Price Growth Into 2017 Predicted
No statistical evidence to back them up, just guesses…
If projections hold out, home values will rise 22 percent cumulatively by the end of 2017, according to Zillow’s first-quarter Home Price Expectations Survey.
For its report, Zillow and Pulsenomics surveyed a nationwide panel of 118 economists, real estate experts, and investment and market strategists to get their thoughts on future home values and housing market policies.
On average, the panel forecasts price growth of 4.6 percent in 2013 and 4.2 percent in 2014. More moderate growth is expected after that, with annual appreciation rates between 3.6 percent and 3.8 percent for 2015, 2016, and 2017, leading to an average 4.1 percent growth annually for the next five years.

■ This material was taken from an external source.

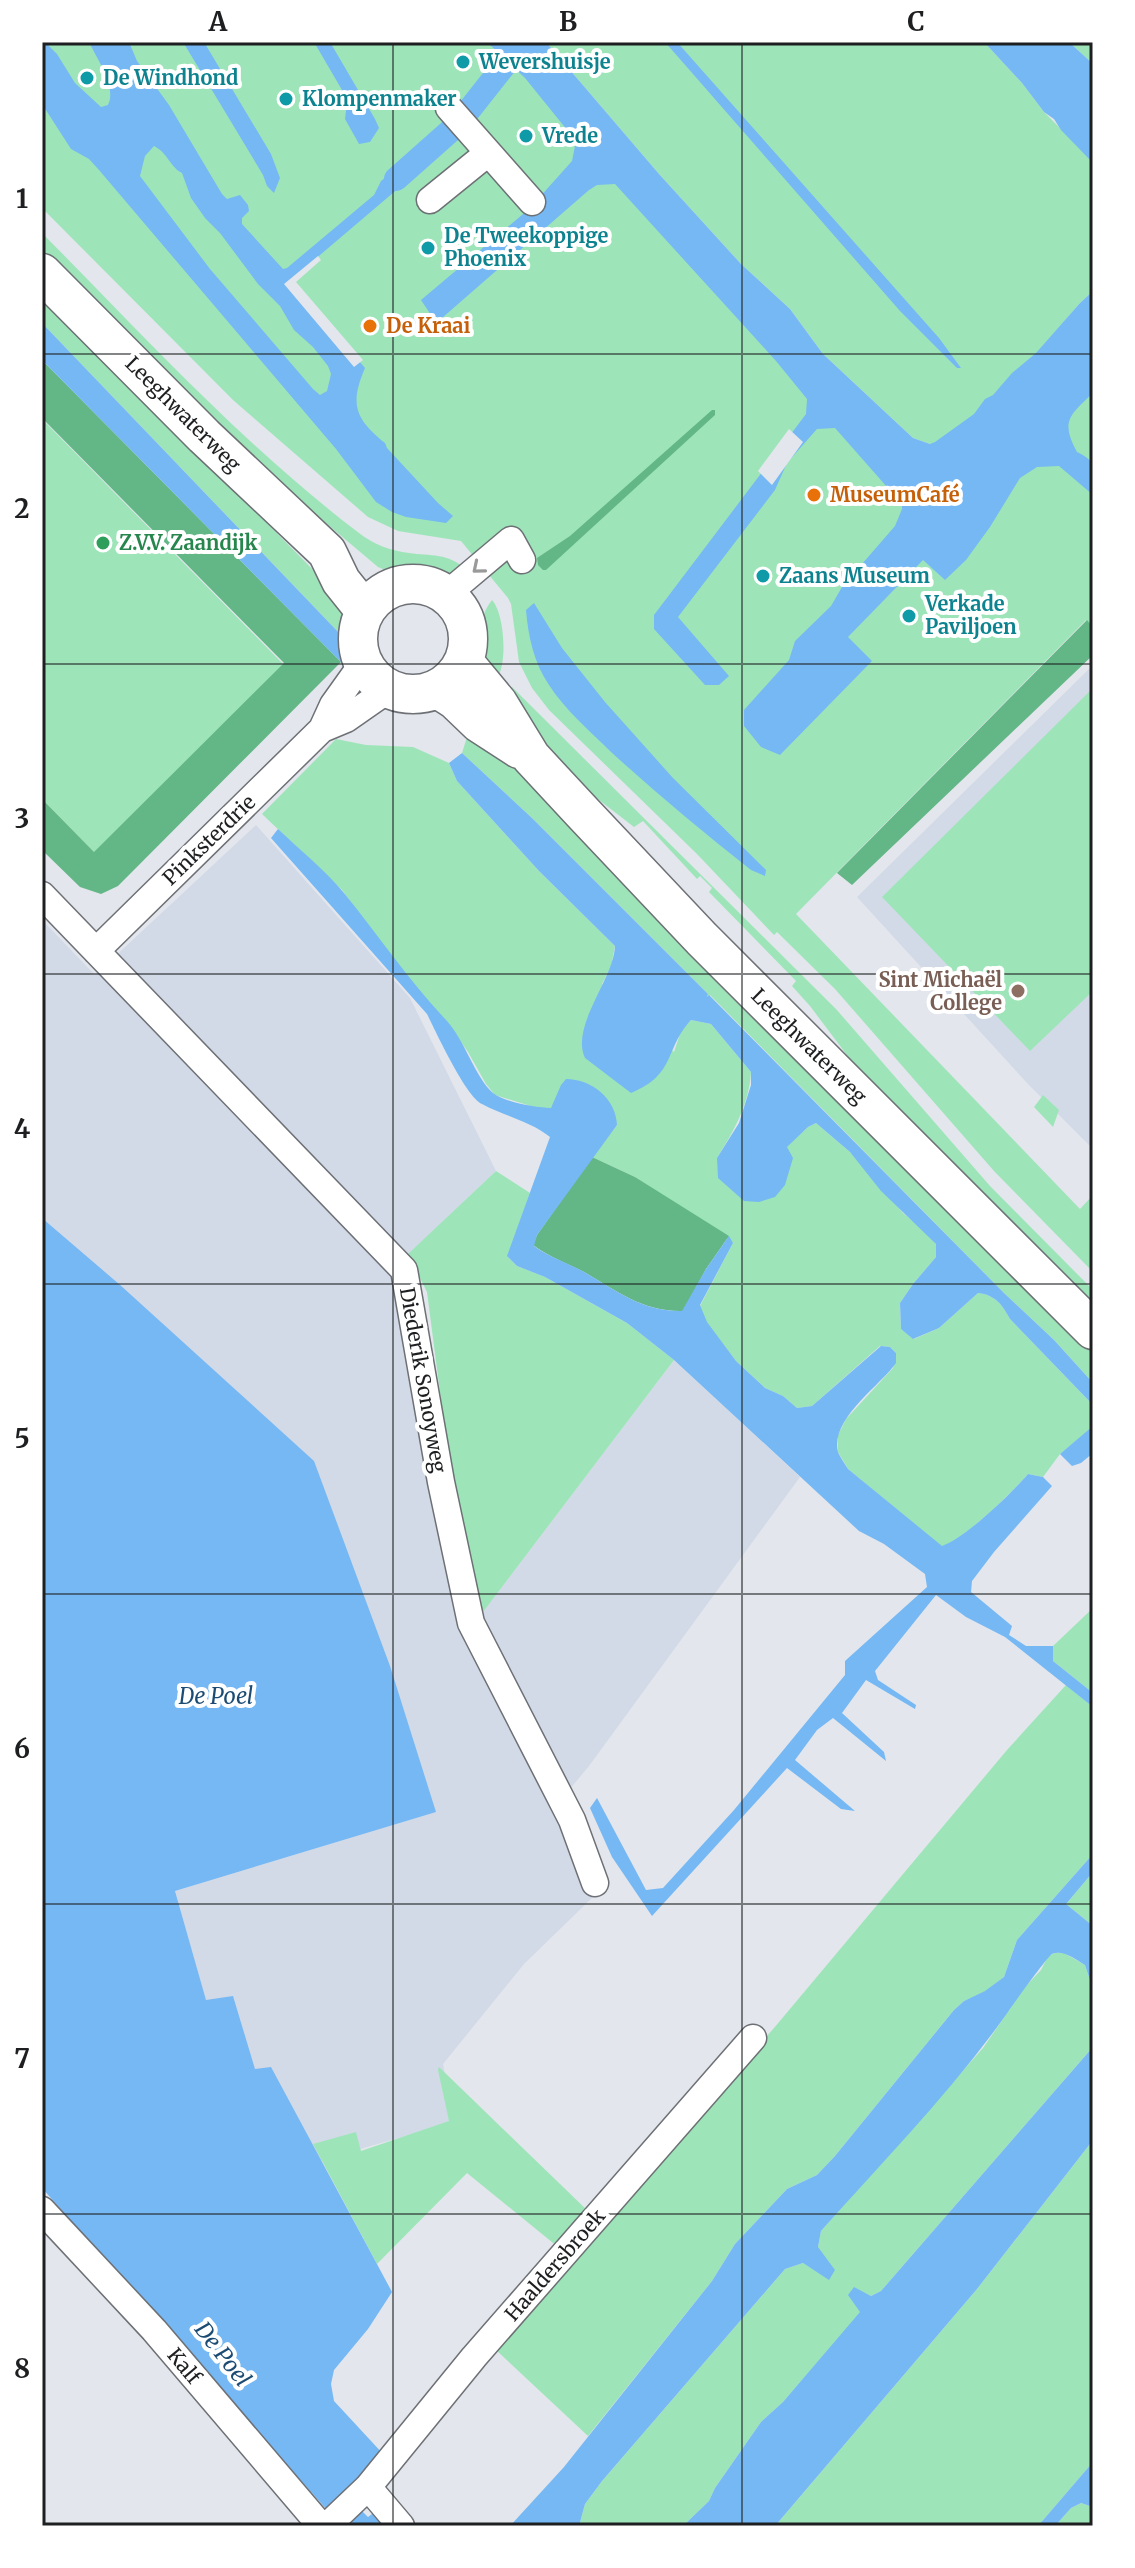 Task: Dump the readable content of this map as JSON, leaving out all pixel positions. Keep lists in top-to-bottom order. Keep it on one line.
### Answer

According to Zillow, this is the first time the predicted average annual growth rate for the next five years has surpassed pre-bubble levels since the survey was created.
“The panel is quite bullish on home prices near-term, considering a pre-bubble average appreciation rate of 3.6 percent per year,” said Dr. Stan Humphries, chief economist at Zillow. “That said, their expectations are a bit shy of the home value gains of 5.5 percent that we saw in 2012, implying some moderation in the pace of gains.”
“The panel expectations are consistent with continued strong home value growth this year fueled by tighter-than-normal inventory of for-sale homes and robust demand attributable to high affordability and a stronger general economy,” he added.
The most optimistic quartile of panelists predicted a 6.1 percent increase in home values this year, on average, while the most pessimistic predicted an average increase of 3 percent. Expectations for cumulative growth projections ranged from 34.2 percent among the most optimistic panelists to 11.7 percent among the most pessimistic, on average.
The panel also responded to questions on GSE wind-down and refinance options for underwater borrowers.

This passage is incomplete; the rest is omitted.